Peter Shirtliff

Personal information
- Full name: Peter Andrew Shirtliff
- Date of birth: 6 April 1961 (age 64)
- Place of birth: Hoyland, Barnsley, England
- Height: 6 ft 2 in (1.88 m)
- Position: Central defender

Youth career
- Sheffield Wednesday

Senior career*
- Years: Team / Apps / (Gls)
- 1979–1986: Sheffield Wednesday / 188 / (4)
- 1986–1989: Charlton Athletic / 103 / (7)
- 1989–1993: Sheffield Wednesday / 104 / (4)
- 1993–1995: Wolverhampton Wanderers / 69 / (0)
- 1995–1997: Barnsley / 49 / (0)
- 1996: → Carlisle United (loan) / 5 / (0)
- Total:  / 518 / (15)

Managerial career
- 1994: Wolverhampton Wanderers (caretaker manager)
- 2005–2006: Mansfield Town
- 2012: Bury (caretaker manager)

= Peter Shirtliff =

English footballer (born 1961)

Peter Andrew Shirtliff (born 6 April 1961) is an English football coach and former player. As a player, he made more than 500 appearances in the Football League playing as a central defender for Sheffield Wednesday, Charlton Athletic, Wolverhampton Wanderers, Barnsley and Carlisle United. He has managed Mansfield Town, and was appointed as a first-team coach at Swindon Town in 2019.

==Career==
Shirtliff was born in Hoyland, near Barnsley.
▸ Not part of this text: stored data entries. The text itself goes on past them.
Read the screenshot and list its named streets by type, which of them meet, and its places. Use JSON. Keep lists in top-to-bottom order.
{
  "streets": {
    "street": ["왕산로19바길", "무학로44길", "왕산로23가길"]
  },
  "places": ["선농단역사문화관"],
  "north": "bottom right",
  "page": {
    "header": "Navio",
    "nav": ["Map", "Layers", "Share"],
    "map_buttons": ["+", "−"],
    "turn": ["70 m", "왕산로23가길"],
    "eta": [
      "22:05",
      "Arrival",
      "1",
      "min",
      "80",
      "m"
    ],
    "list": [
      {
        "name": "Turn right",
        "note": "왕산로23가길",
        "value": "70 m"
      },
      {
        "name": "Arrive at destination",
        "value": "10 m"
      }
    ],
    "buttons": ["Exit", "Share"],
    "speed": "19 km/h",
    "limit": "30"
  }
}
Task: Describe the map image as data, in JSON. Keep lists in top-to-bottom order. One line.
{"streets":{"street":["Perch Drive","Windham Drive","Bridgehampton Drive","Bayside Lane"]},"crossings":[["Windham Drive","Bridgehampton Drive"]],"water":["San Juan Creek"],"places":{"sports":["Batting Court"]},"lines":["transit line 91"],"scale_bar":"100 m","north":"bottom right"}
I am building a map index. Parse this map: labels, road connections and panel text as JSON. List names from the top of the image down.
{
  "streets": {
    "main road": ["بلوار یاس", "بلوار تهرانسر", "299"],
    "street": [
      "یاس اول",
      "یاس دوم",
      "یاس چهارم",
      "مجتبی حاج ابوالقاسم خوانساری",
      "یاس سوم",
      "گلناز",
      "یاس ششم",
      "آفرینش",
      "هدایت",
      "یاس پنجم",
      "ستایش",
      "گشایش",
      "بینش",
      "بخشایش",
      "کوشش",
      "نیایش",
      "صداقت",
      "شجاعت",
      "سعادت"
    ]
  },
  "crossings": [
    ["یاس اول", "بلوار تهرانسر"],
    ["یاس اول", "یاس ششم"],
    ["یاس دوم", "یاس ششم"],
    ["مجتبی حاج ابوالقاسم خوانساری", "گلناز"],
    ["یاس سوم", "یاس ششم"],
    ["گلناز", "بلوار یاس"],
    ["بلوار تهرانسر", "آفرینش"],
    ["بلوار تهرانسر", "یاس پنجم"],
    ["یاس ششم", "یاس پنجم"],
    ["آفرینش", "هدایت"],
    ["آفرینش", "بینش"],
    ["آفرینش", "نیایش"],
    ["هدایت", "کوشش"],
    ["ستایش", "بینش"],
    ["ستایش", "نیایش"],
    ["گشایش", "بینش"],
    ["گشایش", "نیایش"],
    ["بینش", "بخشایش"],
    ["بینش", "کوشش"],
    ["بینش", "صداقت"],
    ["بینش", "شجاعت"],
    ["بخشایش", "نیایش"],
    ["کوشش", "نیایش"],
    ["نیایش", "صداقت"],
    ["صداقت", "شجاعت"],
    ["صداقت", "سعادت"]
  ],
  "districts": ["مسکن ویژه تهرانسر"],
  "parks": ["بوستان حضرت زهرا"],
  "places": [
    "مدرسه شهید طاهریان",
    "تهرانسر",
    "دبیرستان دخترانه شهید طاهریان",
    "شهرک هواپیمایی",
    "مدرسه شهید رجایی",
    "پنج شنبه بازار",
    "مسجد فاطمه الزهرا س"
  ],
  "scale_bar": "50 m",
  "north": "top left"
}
He began his football career with Sheffield Wednesday, where in two spells with the club he achieved promotion from the Second Division in 1983–84, a third-place finish in the First Division in the 1991–92 season, and a League Cup-winners' medal in 1991, but missed the 1993 League Cup and FA Cup finals with a broken arm. He played more than 350 games for the club in all competitions. After his first spell with Wednesday, he joined Charlton Athletic, where his two goals in the last 10 minutes of extra time in the 1986–87 playoff final replay against Leeds kept the club in the First Division. He also played for Wolverhampton Wanderers, Barnsley and Carlisle United).

Shirtliff retired from the game in 1997, shortly after helping Barnsley reach the Premier League, after 18 years as a professional footballer. He has since been youth team coach at Barnsley and Leicester City. In 2005, he was appointed assistant manager at Mansfield Town. He became the manager of Mansfield following the dismissal of Carlton Palmer in September 2005, and lasted 15 months in the job before getting sacked in December 2006 following a poor run of results.

In 2007, he was appointed assistant manager at Tranmere Rovers, and two years later took up the equivalent post at Swindon Town. He was also assistant manager and caretaker manager of Bury before departing in 2013.

==Personal life==
His younger brother Paul was also a professional footballer.